* DATA FOR PROCESSING:
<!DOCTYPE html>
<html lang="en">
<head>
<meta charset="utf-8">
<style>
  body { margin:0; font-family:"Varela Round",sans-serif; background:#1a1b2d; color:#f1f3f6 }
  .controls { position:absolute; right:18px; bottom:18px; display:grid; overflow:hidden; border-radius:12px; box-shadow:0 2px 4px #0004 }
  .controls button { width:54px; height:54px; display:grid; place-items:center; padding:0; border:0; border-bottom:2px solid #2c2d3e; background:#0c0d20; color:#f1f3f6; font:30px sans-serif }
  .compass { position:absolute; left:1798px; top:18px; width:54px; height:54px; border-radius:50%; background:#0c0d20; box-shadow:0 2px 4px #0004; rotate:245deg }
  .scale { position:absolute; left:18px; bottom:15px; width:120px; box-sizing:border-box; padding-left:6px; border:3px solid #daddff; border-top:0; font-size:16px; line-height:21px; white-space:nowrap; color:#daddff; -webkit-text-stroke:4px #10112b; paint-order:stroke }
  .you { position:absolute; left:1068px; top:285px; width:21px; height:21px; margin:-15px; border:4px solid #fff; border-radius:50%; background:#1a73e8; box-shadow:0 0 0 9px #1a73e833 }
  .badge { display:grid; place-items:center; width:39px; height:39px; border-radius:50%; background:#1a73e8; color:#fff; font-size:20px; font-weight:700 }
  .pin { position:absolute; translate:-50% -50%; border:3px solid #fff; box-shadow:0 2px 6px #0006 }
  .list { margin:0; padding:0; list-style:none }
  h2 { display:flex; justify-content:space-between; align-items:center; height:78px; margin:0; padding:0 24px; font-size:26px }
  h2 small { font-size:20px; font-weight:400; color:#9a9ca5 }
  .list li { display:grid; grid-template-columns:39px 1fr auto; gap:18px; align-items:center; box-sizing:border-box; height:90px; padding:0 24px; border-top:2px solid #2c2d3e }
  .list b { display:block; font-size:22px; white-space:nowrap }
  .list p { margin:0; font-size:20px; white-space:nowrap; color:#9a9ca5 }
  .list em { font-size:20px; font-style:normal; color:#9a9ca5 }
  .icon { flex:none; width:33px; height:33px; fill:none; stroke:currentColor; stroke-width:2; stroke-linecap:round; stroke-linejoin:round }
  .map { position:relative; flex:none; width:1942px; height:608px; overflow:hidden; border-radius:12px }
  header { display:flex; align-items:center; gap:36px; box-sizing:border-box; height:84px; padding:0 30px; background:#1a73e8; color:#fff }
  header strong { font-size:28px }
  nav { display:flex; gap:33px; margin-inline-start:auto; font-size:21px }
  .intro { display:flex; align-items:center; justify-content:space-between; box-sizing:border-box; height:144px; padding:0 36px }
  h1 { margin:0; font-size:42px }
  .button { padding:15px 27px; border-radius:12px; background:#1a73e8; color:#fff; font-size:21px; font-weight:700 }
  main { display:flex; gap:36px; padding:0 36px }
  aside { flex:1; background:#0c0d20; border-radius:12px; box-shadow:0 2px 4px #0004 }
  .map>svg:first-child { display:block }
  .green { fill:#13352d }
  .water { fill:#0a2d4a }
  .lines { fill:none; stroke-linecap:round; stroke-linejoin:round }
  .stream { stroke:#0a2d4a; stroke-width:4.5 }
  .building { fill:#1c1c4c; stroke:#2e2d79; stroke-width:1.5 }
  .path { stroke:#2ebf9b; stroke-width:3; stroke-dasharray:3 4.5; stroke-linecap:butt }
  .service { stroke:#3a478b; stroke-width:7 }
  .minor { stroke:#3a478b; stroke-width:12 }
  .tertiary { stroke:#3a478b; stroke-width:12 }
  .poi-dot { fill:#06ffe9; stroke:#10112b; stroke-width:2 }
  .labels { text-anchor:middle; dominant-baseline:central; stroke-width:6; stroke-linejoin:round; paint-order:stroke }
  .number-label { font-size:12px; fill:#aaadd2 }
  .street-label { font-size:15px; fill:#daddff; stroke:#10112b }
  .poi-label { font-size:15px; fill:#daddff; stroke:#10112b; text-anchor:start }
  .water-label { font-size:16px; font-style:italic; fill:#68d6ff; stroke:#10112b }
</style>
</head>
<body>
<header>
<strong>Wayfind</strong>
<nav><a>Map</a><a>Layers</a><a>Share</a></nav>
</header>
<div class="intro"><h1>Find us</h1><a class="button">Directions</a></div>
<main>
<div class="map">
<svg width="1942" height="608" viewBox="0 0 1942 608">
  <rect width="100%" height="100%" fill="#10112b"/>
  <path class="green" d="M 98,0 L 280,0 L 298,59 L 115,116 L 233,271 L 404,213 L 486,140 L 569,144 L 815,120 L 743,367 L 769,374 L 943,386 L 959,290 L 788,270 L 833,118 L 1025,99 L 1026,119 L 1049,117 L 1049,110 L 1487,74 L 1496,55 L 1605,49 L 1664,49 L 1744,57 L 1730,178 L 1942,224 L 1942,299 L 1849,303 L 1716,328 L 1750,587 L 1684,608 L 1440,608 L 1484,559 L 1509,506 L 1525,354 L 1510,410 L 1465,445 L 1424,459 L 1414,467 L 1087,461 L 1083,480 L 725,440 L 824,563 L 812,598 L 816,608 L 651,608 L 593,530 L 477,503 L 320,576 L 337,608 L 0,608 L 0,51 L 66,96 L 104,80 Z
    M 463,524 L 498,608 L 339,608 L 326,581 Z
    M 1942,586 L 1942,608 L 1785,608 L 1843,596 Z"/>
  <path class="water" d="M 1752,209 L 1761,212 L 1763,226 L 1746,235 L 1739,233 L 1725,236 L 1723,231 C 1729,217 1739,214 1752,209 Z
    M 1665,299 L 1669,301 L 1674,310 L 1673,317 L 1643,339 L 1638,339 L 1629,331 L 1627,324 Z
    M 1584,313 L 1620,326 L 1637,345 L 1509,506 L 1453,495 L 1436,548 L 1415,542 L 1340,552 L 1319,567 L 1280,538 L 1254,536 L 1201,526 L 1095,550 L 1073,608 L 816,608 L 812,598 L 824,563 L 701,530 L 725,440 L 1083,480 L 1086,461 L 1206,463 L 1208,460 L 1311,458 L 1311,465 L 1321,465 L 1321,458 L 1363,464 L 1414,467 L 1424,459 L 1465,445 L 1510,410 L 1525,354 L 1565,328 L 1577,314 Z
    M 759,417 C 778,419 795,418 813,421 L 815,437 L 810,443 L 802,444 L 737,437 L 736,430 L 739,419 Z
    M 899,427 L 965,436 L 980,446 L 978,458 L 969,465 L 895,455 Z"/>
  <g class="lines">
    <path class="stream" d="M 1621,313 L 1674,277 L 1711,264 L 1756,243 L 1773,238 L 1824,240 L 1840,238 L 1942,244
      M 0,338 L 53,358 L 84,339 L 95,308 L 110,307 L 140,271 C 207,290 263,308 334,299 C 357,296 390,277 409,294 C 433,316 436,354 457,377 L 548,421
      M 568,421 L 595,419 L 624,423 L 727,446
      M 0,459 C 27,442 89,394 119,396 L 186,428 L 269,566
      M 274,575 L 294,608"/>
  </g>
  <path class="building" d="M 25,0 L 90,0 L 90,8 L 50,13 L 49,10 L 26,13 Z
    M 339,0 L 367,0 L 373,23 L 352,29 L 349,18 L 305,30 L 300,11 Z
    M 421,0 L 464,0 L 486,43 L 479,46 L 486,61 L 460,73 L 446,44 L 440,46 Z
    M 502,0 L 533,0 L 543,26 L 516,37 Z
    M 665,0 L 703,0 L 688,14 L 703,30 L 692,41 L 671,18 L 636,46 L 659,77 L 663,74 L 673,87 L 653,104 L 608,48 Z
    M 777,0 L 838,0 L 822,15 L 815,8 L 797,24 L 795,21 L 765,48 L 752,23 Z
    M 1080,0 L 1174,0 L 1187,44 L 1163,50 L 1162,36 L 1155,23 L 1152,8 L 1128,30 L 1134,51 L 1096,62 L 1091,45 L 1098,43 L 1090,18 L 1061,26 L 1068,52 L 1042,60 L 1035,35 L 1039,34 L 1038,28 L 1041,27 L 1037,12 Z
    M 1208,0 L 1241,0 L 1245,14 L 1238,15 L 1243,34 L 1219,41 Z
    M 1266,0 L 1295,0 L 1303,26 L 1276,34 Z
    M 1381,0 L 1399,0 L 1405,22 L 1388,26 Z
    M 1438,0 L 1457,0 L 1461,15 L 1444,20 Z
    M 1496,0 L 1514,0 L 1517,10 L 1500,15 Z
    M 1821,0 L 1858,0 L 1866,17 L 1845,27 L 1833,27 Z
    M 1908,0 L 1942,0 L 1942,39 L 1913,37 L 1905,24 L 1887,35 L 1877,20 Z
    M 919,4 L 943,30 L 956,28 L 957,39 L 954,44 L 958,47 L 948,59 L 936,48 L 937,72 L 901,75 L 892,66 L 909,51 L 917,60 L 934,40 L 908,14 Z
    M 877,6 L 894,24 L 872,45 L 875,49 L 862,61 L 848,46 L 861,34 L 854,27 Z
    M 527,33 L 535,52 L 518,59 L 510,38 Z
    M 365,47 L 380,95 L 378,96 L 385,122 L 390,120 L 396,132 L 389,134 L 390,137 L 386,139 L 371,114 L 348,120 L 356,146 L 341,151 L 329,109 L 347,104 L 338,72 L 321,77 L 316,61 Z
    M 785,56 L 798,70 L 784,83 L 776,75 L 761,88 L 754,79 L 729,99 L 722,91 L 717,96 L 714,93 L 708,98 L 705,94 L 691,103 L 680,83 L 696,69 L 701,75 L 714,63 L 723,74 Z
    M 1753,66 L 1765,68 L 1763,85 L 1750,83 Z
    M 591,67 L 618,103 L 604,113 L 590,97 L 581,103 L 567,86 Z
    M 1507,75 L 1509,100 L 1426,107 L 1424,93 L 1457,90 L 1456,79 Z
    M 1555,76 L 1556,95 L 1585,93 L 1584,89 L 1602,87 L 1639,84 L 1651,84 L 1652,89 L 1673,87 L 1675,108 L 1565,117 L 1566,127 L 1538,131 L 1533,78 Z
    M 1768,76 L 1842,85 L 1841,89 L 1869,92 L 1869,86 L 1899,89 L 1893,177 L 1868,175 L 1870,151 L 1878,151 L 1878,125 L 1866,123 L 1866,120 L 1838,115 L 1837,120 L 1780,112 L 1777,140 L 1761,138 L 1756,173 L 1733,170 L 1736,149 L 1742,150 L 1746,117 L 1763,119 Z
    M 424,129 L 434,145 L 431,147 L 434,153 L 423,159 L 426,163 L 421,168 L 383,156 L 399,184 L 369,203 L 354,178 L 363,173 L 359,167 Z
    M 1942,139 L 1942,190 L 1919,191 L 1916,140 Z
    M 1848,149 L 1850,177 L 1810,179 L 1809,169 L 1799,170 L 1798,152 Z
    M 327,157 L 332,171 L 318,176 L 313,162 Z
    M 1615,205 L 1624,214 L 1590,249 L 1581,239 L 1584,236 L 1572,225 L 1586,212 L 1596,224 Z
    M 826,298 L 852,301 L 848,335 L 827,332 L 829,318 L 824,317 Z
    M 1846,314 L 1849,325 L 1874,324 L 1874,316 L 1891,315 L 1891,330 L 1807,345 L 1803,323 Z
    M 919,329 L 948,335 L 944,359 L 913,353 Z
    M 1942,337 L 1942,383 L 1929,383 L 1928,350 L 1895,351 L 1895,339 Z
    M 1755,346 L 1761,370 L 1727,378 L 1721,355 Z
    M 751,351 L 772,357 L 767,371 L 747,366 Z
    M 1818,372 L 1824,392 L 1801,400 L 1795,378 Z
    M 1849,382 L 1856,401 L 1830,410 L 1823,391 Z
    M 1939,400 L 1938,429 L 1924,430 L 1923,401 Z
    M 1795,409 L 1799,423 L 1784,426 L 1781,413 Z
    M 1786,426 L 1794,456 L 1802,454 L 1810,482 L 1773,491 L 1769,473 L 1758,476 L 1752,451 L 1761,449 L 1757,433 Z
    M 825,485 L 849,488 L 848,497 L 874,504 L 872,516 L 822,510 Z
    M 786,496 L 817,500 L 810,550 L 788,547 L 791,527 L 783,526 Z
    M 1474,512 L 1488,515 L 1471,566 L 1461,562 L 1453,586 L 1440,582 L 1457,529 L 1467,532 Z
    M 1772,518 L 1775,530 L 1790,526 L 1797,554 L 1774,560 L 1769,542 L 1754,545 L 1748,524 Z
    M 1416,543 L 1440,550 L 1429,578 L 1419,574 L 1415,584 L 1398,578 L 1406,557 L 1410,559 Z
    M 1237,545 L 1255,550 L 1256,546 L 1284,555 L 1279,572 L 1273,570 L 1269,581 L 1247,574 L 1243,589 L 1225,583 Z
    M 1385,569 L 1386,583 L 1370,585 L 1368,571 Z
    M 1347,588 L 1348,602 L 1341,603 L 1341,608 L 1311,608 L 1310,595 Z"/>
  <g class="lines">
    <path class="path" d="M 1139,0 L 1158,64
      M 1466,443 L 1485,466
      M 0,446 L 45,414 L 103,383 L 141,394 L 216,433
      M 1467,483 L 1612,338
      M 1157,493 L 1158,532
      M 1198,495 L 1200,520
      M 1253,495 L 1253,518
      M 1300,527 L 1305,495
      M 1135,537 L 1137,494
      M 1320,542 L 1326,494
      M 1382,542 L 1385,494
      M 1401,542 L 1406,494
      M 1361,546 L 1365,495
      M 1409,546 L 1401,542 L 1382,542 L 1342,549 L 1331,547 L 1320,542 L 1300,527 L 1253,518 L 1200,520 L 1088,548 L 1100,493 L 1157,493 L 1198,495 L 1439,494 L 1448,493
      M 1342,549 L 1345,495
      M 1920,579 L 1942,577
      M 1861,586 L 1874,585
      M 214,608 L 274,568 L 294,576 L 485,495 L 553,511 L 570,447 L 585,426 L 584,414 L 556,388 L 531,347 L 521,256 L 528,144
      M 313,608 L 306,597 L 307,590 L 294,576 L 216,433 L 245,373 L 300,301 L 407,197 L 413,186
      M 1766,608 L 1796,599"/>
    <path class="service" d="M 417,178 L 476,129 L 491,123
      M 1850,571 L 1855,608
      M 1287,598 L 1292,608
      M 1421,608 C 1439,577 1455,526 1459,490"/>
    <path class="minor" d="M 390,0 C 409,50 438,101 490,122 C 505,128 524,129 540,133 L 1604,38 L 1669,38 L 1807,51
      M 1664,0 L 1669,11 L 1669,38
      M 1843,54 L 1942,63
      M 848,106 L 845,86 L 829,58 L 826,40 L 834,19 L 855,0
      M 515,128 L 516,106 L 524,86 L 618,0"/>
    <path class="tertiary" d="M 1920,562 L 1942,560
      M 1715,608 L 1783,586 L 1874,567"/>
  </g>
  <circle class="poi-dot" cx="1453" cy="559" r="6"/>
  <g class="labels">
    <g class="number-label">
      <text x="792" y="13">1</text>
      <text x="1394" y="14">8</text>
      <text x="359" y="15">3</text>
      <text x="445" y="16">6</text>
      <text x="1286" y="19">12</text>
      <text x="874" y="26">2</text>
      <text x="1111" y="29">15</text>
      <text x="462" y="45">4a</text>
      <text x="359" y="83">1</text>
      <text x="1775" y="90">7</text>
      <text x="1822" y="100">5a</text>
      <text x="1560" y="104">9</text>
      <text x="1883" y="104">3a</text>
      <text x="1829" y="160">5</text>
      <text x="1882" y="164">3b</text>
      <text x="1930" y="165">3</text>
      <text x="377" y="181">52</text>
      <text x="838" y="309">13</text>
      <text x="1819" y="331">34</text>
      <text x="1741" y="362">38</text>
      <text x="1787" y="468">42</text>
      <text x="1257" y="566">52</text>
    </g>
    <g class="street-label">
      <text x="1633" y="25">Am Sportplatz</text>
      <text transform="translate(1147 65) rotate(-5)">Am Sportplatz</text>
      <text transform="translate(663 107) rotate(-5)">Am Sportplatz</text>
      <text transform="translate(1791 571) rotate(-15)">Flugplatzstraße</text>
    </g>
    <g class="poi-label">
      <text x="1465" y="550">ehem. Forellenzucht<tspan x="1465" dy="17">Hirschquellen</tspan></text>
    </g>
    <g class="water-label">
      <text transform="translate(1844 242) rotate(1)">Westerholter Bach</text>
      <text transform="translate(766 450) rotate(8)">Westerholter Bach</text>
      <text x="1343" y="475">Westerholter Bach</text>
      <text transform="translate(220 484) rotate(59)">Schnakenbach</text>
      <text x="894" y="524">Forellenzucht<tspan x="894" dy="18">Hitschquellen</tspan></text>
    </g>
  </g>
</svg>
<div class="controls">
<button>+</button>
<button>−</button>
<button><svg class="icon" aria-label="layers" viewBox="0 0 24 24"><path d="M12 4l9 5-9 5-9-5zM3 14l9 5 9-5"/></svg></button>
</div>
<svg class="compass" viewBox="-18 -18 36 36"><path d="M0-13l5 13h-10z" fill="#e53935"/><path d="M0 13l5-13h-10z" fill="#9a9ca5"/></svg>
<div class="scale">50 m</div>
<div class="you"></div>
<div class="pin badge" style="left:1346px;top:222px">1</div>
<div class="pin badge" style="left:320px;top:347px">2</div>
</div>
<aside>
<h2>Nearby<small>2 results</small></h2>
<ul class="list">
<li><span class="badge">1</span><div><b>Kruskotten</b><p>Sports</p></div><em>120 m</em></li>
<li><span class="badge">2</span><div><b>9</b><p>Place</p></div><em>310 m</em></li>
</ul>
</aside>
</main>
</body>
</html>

* WHAT TO PRODUCE: Line count for "compass": count the lines in the records above that hold this word, and give only the number.

* WRITTEN ANSWER: 2